An experiment will begin later this year in one health plan where stents will only be covered for non-emergency cases if needed after patients have successfully completed 12 weeks of medication treatment (5). Unfortunately, because patients are not cost-sensitive and physicians have incomes at risk, I fear the most likely result is a media story about unfair rationing or health plans meddling in the sacred doctor-patient relationship. This time, I hope I am wrong.
Why this matters: If consumers paid a higher portion of the cost for non-evidence-based options, the most cost-effective treatments would quickly become preferred by all parties. Providers would have to compete on value and outcomes, rather than piling on the most invasive and expensive options regardless of cost. In the meantime, one can only hope that the health plans that DO promote evidence-based medicine through their reimbursement rules get positive recognition for doing so.
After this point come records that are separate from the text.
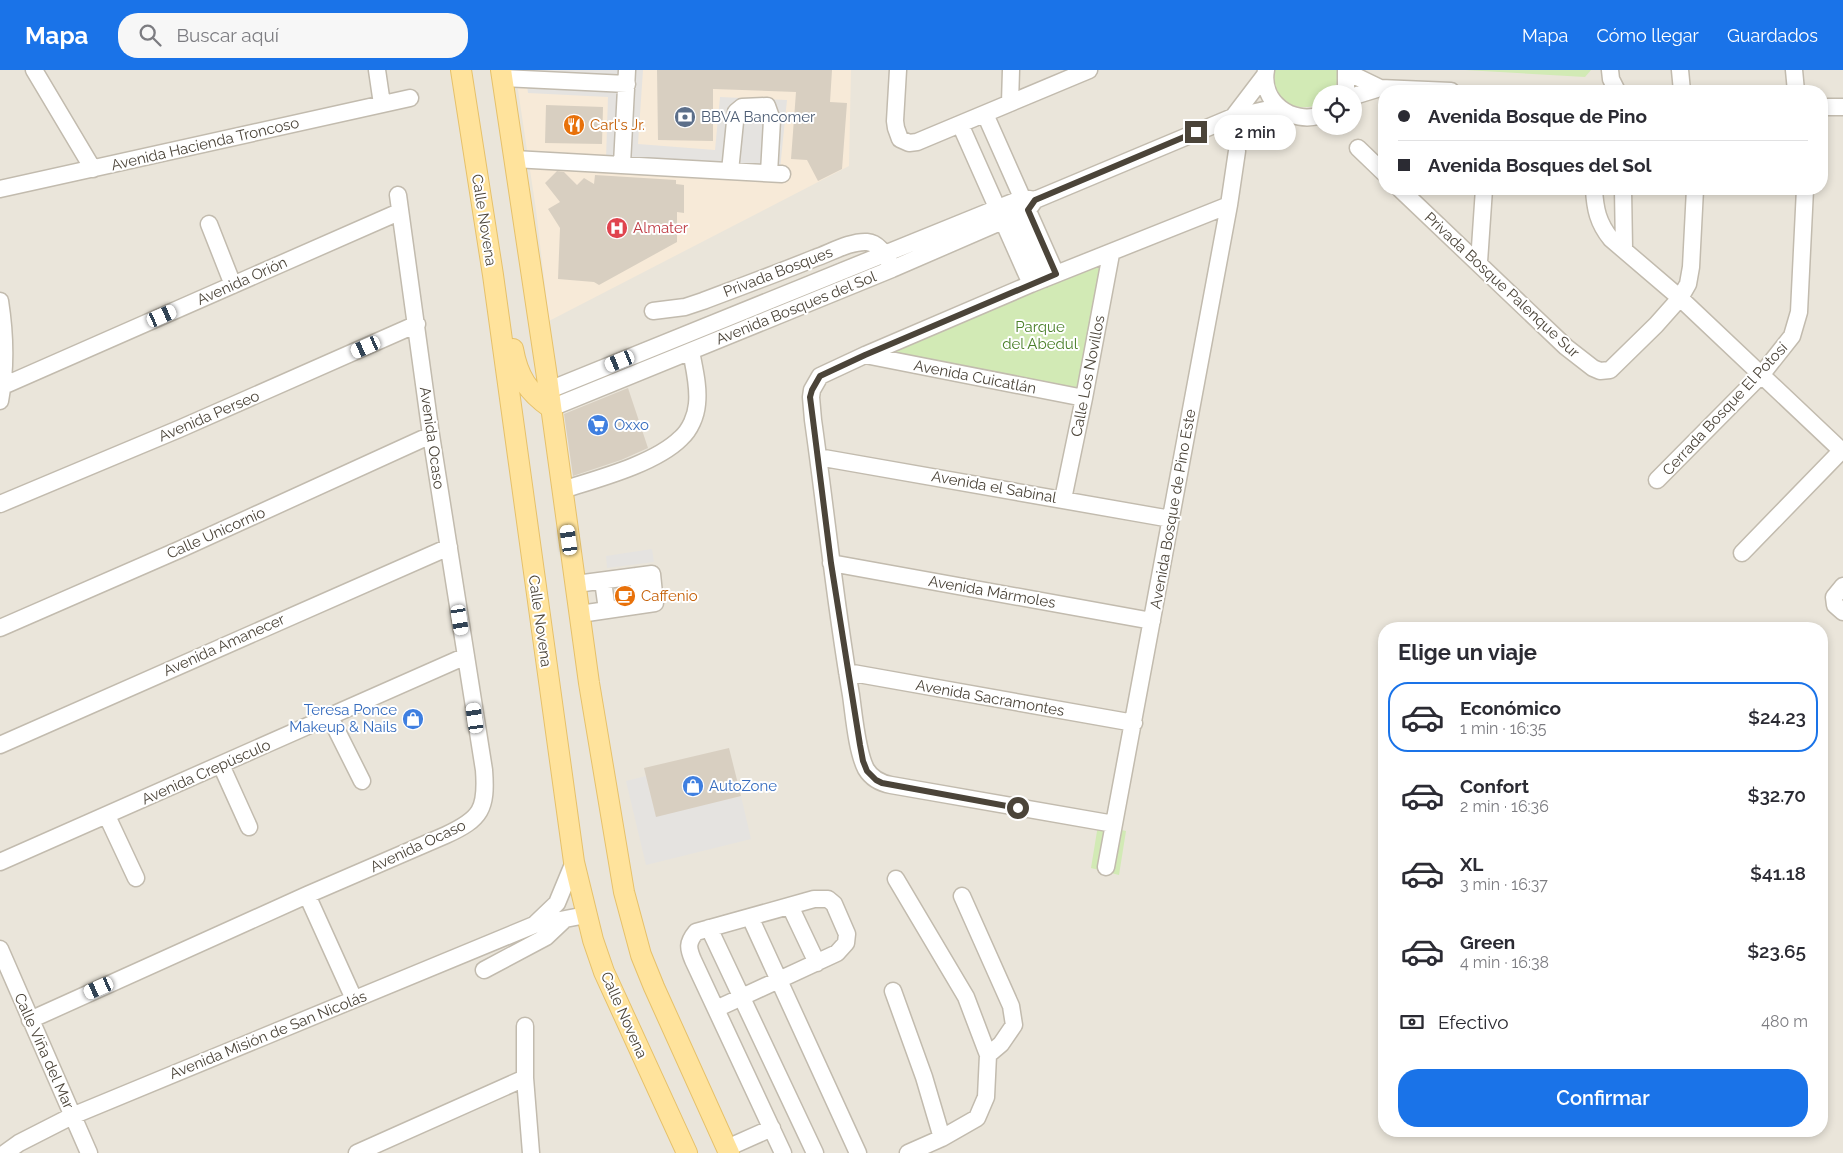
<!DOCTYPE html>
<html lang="es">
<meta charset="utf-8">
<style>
body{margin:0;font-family:Raleway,sans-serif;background:#f7f7f7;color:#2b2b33;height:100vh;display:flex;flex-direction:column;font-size:19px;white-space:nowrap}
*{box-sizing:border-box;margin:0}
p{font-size:16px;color:#7c7c81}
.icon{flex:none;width:28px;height:28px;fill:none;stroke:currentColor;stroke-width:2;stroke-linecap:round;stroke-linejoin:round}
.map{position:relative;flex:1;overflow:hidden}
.drawer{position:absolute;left:1378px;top:552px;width:450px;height:515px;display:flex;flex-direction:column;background:#fff;border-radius:20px;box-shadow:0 2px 8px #0003}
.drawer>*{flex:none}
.top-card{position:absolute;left:1378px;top:15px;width:450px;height:110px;border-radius:20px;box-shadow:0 2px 8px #0003;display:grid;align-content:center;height:110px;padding:0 20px;background:#fff}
.buttons{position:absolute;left:1312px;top:15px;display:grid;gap:10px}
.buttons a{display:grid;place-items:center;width:50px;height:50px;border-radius:50%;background:#fff;box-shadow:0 2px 8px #0003;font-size:25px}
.end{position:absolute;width:22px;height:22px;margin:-11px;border:6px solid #4b4439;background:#fff;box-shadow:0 0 0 2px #fff}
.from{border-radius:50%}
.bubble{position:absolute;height:35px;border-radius:18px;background:#fff;box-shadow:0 2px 8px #0003;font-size:16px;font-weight:600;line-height:35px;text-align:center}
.car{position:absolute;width:15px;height:30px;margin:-15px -8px;border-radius:6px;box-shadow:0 0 4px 1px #0007;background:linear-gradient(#fff 24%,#345 0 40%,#fff 0 76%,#345 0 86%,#fff 0)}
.top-card b{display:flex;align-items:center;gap:18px;height:48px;font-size:19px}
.top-card b+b{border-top:1px solid #e1e1e2}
.top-card i{width:12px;height:12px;background:#2b2b33}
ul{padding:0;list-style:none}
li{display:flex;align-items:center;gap:15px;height:70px;margin:0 10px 8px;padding:0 10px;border:2px solid transparent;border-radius:20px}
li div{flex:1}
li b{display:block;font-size:19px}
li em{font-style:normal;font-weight:600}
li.selected{border-color:#1a73e8}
li>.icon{width:45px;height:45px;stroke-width:1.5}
h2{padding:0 20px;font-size:22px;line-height:60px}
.pay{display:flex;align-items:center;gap:12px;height:55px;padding:0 20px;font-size:19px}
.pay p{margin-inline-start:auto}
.cta{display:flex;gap:10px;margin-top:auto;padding:10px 20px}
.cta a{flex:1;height:58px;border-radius:20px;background:#1a73e8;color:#fff;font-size:20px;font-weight:600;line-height:58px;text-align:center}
header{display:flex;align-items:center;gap:30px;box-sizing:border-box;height:70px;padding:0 25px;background:#1a73e8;color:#fff}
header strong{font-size:24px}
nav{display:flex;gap:28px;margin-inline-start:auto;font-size:18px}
.search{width:350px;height:45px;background:#f7f7f7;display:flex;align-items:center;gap:12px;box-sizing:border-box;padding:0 18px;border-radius:20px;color:#7c7c81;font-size:19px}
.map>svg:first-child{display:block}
</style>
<header>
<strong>Mapa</strong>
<div class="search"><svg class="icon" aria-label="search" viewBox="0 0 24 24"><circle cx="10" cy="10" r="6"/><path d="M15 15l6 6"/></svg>Buscar aquí</div>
<nav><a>Mapa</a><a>Cómo llegar</a><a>Guardados</a></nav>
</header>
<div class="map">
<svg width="1843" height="1083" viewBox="0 0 1843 1083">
<rect width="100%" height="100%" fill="#f6f3ec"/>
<!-- residential -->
<path fill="#eae5da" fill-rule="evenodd" d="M0,0H1843V1083H0ZM1384,21H1821V119H1384ZM1321,24H1354V56H1321ZM1384,559H1821V1061H1384Z"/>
<!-- commercial -->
<path fill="#f7ead8" d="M515,0H851L849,96L549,251L536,140Z"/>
<!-- green -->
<path fill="#d2eab5" d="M1272,0H1337V13L1332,24H1321V33C1303,43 1276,35 1272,12C1271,9 1272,4 1272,0Z
M1465,0H1591L1585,7Z
M1103,186L1080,322L877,284Z
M1098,755L1126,761L1119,805L1091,798Z"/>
<!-- parking -->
<path fill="#e5e3e0" d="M525,0H643L638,74L715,80L720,27L787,30L780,99L606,89L608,27L528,23Z
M652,479L654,492L607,498L606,486Z
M646,706L656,746L741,726L751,769L646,795L626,711Z"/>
<!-- building -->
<path fill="#d8cfc1" d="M657,0H832L830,32L847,33L842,99L818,111L807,90L791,89L796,22L713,19V71L658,70Z
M546,35L603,37L602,74L545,73Z
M557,101L564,102L577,115L584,108L594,114L595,105L676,110V114L684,115V143L677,142V172L599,215L594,212L558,209L560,158L548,139L560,132L545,113Z
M628,318L648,378L621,390L573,406L564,344Z
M729,678L741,726L656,747L644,698Z"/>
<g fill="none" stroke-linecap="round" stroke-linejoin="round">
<!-- minor casing -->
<g stroke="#c2bbae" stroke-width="19">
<path id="minor" d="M34,0L93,99
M377,0L382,34
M898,0L895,51L896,58L900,69L909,73L917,72L1089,0
M1266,0C1260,32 1292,55 1321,45
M1610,0L1611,9L1617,21
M1680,0L1682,21
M1794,0L1796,21
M1347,2L1380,18
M502,8L627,14
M1342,24L1346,17V0
M1354,26L1380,18L1451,21
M1010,33L1011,0
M1821,37H1843
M985,44L1056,204
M1233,47L1265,5
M960,54L1031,214
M1358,78L1384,103
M514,89L782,104
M622,94L627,0
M730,101L736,42L742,37L767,36L772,50L769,103
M0,119L410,28
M1400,119L1566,277L1593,298L1600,301L1610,300L1656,255L1680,228L1688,214L1691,197L1695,119
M1594,119C1595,139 1598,153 1611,169L1680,228L1843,382
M1623,119L1624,179
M1017,145L1044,209
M209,154L233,215
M1479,192L1484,119
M0,231C5,263 6,299 0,331
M653,241L685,237L703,231C740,217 778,203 815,188C830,183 850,171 867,172C878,173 884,183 889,192
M865,285L1084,328
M3,316L399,142
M549,320L998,138L1023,128L1035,130L1233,47L1278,37
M551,338L892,199L1028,140L1035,130
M818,387L1171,449
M1657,410L1762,304L1792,266L1799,242L1805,119
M562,420C597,409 655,394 681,368C690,360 696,346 697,334C699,316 694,298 691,281
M1063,429L1084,328L1111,184
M0,434L179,359L417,254
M1742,483L1843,379
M831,493L1152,551
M637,506L642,535
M603,511L607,540
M576,514L652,504L655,533L580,544
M1843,516L1834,527L1835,535L1843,542
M0,558L181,479L431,365
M847,602L1134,653
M330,647L362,711
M0,675L449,477
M221,695L249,757
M107,746L136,808
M1114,754L891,715C880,713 872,709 866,699C857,682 854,646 851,625C835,534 826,441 813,350L811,327L812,320L820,306L865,285L1031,214L1229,135
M0,792L466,586
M1106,797L1229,135L1237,81
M896,809L966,927L988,985L986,1027L977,1048L942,1068L908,1083
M307,825L354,929
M962,826L1011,936L1014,955L1001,974L988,985
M790,836L817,893
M750,847L858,1083
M534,855L557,833L574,792
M709,858L815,1083
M0,879L89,1083
M484,900L546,867L564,850
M893,921L924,1007L942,1068
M716,939L837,883L846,873L847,864L834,834L828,829H814L696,862C687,873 688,878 693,890L783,1083
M30,950L307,825L446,765C481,749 487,739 484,700L431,365L398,125
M525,956V1008L531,1083
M727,1078L772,1058
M5,1083L19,1073L72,1046L534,855L586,845
M357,1083L525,1008"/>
</g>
<!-- major casing -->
<g stroke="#e6c16a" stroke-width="22">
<path id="major" d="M461,0L493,205L574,792L593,870L604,902L687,1083
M501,0L547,307L589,613L624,822L641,885L654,917L729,1083
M513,279C518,307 528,322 551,338"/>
</g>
<!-- minor -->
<use href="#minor" stroke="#fff" stroke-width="16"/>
<!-- major -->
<use href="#major" stroke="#ffe39c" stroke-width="20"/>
</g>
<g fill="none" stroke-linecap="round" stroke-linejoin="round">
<!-- route -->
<path stroke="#4b4439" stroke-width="6" d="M1018,738L882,713L876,710L867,701L863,691L860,675L831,493L813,350L810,327L812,320L820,306L865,285L1056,204L1028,140L1035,130L1196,62"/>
</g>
<!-- icons -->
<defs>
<g id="bank-disc" transform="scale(1.125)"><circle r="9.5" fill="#5c6f8a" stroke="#fff"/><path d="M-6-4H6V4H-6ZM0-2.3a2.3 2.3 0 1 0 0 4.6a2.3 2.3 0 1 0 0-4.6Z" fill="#fff"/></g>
<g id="restaurant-disc" transform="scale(1.125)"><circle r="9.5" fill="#e8710a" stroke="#fff"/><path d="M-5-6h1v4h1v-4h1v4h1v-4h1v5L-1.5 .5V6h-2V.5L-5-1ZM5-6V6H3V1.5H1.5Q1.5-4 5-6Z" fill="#fff"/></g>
<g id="hospital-disc" transform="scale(1.125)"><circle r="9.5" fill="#e0444e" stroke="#fff"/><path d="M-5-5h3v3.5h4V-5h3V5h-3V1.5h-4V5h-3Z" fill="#fff"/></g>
<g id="supermarket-disc" transform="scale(1.125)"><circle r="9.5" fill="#3f7fe0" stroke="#fff"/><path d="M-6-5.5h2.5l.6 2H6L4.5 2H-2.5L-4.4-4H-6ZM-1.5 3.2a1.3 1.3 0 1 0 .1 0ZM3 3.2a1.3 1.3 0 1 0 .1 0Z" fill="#fff"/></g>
<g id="cafe-disc" transform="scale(1.125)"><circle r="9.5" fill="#e8710a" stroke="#fff"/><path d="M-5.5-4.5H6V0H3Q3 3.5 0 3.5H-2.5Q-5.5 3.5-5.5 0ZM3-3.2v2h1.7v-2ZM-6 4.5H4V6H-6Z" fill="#fff"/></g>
<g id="shop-disc" transform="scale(1.125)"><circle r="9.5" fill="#3f7fe0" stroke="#fff"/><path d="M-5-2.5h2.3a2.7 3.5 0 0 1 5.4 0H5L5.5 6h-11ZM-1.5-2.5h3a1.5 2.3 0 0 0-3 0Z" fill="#fff"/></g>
</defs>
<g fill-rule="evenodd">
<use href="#bank-disc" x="685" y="47"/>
<use href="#restaurant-disc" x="574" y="55"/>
<use href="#hospital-disc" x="617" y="158"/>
<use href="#supermarket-disc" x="598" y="355"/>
<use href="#cafe-disc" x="625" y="526"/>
<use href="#shop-disc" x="413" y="649"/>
<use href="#shop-disc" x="693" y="716"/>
</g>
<g text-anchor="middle" stroke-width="4" stroke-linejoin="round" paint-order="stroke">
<!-- service labels -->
<g font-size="15" fill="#4e5e75" stroke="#fff" text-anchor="start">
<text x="701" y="52">BBVA Bancomer</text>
</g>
<!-- food labels -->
<g font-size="15" fill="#c56008" stroke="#fff" text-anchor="start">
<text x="590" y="60">Carl's Jr.</text>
<text x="641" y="531">Caffenio</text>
</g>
<!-- street labels -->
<g font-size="15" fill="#4b4439" stroke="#fff">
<text transform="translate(205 74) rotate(-13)" y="5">Avenida Hacienda Troncoso</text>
<text transform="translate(484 150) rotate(81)" y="5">Calle Novena</text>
<text transform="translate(778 202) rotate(-21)" y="5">Privada Bosques</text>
<text transform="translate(242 211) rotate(-24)" y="5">Avenida Orión</text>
<text transform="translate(1502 215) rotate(43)" y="5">Privada Bosque Palenque Sur</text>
<text transform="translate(796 238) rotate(-22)" y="5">Avenida Bosques del Sol</text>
<text transform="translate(1088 306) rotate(-79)" y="5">Calle Los Novillos</text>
<text transform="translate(975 307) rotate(11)" y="5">Avenida Cuicatlán</text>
<text transform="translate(1725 339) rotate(-47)" y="5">Cerrada Bosque El Potosí</text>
<text transform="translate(209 346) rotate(-23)" y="5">Avenida Perseo</text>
<text transform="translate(432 368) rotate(82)" y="5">Avenida Ocaso</text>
<text transform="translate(994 417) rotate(10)" y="5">Avenida el Sabinal</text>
<text transform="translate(1173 439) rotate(-80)" y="5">Avenida Bosque de Pino Este</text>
<text transform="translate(216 463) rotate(-24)" y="5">Calle Unicornio</text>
<text transform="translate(992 522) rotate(10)" y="5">Avenida Mármoles</text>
<text transform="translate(540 551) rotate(82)" y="5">Calle Novena</text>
<text transform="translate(224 575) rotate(-24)" y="5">Avenida Amanecer</text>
<text transform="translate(990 628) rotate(10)" y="5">Avenida Sacramontes</text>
<text transform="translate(206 702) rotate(-24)" y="5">Avenida Crepúsculo</text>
<text transform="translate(418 776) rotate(-25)" y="5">Avenida Ocaso</text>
<text transform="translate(624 945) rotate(66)" y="5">Calle Novena</text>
<text transform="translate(268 965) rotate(-22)" y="5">Avenida Misión de San Nicolás</text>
<text transform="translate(44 981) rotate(66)" y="5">Calle Viña del Mar</text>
</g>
<!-- health labels -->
<g font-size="15" fill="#be3a42" stroke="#fff" text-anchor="start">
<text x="633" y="163">Almater</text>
</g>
<!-- park labels -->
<g font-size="15" fill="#4a7f2a" stroke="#fff">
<text x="1040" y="262">Parque<tspan x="1040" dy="17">del Abedul</tspan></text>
</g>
<!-- shop labels -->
<g font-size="15" fill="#366cbe" stroke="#fff" text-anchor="start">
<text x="614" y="360">Oxxo</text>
<text x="397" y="645" text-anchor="end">Teresa Ponce<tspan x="397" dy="17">Makeup &amp; Nails</tspan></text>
<text x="709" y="721">AutoZone</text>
</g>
</g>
</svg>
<div class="buttons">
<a><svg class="icon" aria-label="locate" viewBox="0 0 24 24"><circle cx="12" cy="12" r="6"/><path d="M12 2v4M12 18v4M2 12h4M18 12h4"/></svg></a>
</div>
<i class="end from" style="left:1018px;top:738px"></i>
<i class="end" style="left:1196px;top:62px"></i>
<div class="bubble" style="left:1214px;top:45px;width:82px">2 min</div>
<i class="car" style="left:162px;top:246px;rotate:66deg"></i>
<i class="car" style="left:366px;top:277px;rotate:246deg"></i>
<i class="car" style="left:620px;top:291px;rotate:248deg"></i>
<i class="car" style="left:569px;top:470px;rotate:352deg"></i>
<i class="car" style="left:460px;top:550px;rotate:171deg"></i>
<i class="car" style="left:475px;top:648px;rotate:352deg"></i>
<i class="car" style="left:99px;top:918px;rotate:246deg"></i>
<div class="top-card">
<b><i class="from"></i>Avenida Bosque de Pino</b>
<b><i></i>Avenida Bosques del Sol</b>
</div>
<section class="drawer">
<h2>Elige un viaje</h2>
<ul>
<li class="selected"><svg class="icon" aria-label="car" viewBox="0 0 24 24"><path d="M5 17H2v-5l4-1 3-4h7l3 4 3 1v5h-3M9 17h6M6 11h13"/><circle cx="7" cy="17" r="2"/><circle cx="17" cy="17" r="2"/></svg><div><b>Económico</b><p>1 min · 16:35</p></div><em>$24.23</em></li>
<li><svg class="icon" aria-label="car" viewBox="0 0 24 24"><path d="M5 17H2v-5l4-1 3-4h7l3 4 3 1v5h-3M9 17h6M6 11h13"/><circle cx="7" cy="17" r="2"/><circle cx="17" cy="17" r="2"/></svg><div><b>Confort</b><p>2 min · 16:36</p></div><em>$32.70</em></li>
<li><svg class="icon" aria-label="car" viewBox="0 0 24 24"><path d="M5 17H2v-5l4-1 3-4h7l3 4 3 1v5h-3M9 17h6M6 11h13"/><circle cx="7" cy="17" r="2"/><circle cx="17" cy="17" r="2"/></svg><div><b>XL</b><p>3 min · 16:37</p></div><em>$41.18</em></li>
<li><svg class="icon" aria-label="car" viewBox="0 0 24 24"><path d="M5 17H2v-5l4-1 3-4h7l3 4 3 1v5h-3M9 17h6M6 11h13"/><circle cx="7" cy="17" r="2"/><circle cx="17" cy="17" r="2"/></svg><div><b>Green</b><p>4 min · 16:38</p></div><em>$23.65</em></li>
</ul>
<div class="pay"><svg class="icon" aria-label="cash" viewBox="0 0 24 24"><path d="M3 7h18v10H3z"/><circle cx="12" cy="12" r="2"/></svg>Efectivo<p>480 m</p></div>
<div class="cta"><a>Confirmar</a></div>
</section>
</div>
1. Health as Human Capital Foundation. When the Most Expensive Option isn’t the Best Option. Entry 3 – 2007 . 2007 Jan 28: (accessed February 25, 2010).
2. Hochman, J. S.; Lamas, G. A.; Buller, C. E.; Dzavik, V. ; Reynolds, H. R.; et.al. Coronary intervention for persistent occlusion after myocardial infarction. N Engl J Med. 2006 Dec 7; 355(23):2395-407.
3. Joffe-Walt, C. Doctors Disagree About Effectiveness, Cost Of Stents. Kaiser Health News; 2009 Aug 27: (accessed February 25, 2010).
4. Walker, E. P. Stimulus Bill Gives $1.1 Billion for Comparative Effectiveness Research. MedPage Today; 2009 Feb 19: (accessed February 25, 2010).
5. Winstein, K. J. A Simple Health-Care Fix Fizzles Out. The Wall Street Journal; 2010 Feb 11: (accessed February 25, 2010).